What is $x_{\infty}$?

[longemen3000]

from the paper: "x∞ is the reduced distance below which the potential is considered as infinite" . that x∞ also appears in the SAFT-VRQ-Mie paper, but it is used with the vanilla integral instead https://github.com/ClapeyronThermo/Clapeyron.jl/blob/062350298afd1e3c62e003b0e2d7bbe7258f4f27/src/models/SAFT/SAFTVRMie/variants/SAFTVRQMie.jl#L181-L203 the first VRQ paper has a nice diagram explaining that

[ianhbell]

That makes sense, you want to be putting in your integration quadrature where the function is actually contributing to the integral. Now you have to solve for where the function is zero in double precision. That implies a significant complexity since solving for the $r/\sigma$ where the integrand is one is a non-trivial exercise.

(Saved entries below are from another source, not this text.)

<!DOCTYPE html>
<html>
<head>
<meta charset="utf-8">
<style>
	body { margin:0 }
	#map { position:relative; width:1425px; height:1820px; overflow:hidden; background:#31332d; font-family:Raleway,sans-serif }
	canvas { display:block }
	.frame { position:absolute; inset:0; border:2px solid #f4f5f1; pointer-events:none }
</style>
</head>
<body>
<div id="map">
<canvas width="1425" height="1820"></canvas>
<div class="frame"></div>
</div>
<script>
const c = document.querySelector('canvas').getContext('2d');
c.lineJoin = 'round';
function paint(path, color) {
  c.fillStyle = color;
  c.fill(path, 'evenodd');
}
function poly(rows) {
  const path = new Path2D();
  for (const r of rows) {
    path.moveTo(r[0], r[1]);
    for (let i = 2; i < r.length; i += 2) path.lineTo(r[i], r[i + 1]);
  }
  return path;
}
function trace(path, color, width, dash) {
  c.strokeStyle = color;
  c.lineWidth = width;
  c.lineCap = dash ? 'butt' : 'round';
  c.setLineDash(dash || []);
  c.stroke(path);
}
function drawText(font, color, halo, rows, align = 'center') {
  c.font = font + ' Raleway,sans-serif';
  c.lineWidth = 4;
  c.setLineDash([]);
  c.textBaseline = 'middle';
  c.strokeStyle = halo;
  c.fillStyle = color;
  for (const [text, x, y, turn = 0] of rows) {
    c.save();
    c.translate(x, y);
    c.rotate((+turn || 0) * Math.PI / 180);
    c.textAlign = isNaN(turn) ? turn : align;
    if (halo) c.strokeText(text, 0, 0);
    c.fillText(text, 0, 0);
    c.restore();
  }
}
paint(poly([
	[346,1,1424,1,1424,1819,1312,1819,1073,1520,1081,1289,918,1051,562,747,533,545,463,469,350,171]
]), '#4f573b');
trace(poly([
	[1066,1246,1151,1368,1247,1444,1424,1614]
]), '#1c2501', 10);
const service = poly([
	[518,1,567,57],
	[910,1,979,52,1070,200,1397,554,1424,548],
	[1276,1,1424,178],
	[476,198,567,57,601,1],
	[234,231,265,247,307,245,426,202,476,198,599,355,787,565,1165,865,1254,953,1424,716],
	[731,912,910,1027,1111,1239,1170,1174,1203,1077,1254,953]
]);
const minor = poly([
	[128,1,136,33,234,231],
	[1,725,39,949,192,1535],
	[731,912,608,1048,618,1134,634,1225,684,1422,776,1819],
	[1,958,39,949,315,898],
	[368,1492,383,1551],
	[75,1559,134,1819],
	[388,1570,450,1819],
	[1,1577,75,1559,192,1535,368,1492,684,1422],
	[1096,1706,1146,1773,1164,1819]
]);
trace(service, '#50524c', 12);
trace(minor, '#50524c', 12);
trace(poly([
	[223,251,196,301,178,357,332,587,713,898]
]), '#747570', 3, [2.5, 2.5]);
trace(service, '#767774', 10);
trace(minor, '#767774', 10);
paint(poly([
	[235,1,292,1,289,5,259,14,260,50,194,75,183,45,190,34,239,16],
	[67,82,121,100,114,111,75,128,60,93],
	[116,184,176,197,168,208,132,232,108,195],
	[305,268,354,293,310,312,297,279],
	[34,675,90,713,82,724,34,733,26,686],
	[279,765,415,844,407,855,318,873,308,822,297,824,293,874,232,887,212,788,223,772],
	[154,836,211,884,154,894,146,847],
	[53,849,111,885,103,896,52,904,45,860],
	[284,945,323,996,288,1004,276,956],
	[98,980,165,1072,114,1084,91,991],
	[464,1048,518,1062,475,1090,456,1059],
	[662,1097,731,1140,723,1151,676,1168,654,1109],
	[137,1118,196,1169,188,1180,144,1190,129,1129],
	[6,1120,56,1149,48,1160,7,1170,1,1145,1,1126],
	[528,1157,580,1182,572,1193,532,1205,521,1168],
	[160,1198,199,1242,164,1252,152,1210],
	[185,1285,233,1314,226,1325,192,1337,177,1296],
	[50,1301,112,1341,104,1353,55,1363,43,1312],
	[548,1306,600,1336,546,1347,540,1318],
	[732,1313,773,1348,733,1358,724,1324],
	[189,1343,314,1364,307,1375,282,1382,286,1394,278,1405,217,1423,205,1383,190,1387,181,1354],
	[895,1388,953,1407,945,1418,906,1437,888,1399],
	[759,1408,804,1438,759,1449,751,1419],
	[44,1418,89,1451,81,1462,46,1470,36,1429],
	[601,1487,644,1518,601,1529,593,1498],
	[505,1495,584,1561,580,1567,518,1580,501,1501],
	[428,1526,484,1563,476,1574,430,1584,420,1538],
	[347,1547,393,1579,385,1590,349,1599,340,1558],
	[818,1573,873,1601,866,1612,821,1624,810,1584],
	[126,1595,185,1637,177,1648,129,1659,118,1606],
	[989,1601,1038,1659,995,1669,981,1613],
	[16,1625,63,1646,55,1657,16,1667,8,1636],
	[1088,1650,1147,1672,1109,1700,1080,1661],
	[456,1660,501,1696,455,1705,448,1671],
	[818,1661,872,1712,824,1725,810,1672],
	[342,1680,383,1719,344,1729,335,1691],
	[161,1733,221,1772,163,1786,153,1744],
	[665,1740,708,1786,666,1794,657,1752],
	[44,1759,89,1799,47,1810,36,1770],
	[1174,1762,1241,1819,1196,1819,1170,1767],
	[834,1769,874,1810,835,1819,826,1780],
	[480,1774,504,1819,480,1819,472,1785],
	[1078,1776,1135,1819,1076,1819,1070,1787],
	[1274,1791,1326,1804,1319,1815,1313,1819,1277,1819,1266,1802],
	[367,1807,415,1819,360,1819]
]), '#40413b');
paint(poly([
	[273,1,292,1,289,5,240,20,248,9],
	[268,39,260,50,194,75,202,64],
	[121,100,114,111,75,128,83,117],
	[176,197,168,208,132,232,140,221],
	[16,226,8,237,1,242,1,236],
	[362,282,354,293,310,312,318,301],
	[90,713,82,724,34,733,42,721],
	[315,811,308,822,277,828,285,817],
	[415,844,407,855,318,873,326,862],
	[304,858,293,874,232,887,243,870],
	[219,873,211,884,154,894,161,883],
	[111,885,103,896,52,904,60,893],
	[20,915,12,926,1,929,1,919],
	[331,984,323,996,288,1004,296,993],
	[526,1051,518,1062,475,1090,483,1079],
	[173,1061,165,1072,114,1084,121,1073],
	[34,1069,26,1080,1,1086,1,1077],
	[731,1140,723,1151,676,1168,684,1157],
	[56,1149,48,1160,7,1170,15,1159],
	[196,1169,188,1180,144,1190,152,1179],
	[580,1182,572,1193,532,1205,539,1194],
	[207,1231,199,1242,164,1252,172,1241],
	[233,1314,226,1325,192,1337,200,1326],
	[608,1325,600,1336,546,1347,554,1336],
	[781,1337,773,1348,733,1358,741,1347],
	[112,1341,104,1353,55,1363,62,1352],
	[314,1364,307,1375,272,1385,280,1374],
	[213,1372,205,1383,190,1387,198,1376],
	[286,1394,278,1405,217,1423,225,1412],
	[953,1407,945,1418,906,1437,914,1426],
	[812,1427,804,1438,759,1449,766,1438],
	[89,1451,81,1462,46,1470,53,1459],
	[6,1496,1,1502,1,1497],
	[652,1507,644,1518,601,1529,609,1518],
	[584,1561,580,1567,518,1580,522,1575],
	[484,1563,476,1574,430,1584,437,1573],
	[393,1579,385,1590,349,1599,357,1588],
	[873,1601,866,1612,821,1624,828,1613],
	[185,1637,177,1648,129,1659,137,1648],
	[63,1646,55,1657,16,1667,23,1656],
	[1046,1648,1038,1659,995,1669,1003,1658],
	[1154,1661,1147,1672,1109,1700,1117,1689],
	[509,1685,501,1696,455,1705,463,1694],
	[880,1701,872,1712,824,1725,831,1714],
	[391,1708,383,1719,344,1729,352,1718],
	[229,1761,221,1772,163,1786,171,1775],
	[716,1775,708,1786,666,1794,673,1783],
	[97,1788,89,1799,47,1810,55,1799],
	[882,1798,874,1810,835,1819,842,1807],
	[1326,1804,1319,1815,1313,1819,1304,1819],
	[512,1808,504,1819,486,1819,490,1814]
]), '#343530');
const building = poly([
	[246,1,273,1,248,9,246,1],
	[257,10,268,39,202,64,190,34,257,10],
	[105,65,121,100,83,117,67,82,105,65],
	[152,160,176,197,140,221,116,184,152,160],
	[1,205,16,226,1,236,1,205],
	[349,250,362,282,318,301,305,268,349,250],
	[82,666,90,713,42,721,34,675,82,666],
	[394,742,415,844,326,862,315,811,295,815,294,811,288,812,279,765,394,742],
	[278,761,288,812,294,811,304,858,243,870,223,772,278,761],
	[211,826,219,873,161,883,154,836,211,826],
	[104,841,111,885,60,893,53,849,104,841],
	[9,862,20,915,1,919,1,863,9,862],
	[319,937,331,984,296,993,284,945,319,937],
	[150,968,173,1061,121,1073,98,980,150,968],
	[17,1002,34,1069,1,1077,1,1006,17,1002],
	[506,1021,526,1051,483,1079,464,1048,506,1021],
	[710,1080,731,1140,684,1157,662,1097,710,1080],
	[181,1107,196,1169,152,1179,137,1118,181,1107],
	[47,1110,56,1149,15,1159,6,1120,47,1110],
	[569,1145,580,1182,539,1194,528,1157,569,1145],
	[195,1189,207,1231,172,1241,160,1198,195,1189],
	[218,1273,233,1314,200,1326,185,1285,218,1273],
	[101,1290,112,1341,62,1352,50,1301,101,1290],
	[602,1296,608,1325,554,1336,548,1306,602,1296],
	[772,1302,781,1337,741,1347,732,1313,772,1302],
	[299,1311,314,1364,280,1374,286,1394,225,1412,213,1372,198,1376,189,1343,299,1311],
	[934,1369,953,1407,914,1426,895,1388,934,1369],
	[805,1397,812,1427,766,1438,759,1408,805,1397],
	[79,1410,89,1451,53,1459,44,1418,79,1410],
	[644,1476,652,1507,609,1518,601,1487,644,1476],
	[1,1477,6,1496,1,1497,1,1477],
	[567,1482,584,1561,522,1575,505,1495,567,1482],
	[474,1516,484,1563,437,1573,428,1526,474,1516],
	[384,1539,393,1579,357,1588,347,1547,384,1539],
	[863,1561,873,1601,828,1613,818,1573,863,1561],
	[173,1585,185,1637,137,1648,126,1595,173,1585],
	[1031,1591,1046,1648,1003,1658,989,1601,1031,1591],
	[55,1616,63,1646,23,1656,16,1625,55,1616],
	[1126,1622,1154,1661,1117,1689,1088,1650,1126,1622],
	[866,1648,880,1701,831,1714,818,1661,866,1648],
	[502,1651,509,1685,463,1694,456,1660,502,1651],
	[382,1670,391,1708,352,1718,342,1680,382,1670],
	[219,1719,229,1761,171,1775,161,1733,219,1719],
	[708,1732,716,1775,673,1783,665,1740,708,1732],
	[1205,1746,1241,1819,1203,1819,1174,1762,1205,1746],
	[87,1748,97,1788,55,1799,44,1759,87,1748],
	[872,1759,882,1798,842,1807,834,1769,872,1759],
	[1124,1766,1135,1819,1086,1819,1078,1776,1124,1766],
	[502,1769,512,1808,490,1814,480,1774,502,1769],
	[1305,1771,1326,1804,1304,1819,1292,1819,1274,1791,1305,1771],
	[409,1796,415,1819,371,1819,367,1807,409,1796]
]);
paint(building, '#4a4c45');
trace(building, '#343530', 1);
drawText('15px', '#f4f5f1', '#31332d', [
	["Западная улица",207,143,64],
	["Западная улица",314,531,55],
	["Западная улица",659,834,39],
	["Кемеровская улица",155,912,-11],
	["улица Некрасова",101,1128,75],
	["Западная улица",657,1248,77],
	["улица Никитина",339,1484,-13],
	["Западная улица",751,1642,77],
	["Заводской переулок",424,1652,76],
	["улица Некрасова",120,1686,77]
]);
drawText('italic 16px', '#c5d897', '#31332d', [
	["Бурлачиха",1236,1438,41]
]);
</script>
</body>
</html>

But this isn't what is done in Clapeyron.jl: https://github.com/ClapeyronThermo/Clapeyron.jl/blob/master/src/models/SAFT/SAFTVRMie/SAFTVRMie.jl#L167

[ianhbell]

I see now how the Aasen method in SAFT-VRQ works. It's very nice. Some python code that roughly implements the method:

# The classical method based on adaptive quadrature
def integrand(r_m):
    u = C*epskB*((sigma_m/r_m)**(lambda_r) - (sigma_m/r_m)**(lambda_a))
    return 1-np.exp(-u/T)
print('quasi-exact; (value, error estimate):')
print(scipy.integrate.quad(integrand, 0.0, sigma_m))

r0 = 0.8*sigma_m # manual rootfinding
print('integrand at r0:', integrand(r0))
for n in [5,10,20,40]:
    print(n, r0+scipy.integrate.fixed_quad(integrand, r0, sigma_m, n=n)[0])

yielding

quasi-exact; (value, error estimate):
(3.597838581533227e-10, 1.1907314145502913e-12)
integrand at r0: 0.9999999999999846
5 3.597658405106842e-10
10 3.597838619543654e-10
20 3.59783859272095e-10
40 3.5978385927209507e-10

They used 21-point quadrature which seems a little bit overkill, although very accurate. Somehow the Clapeyron.jl method is competitive without doing the interval splitting.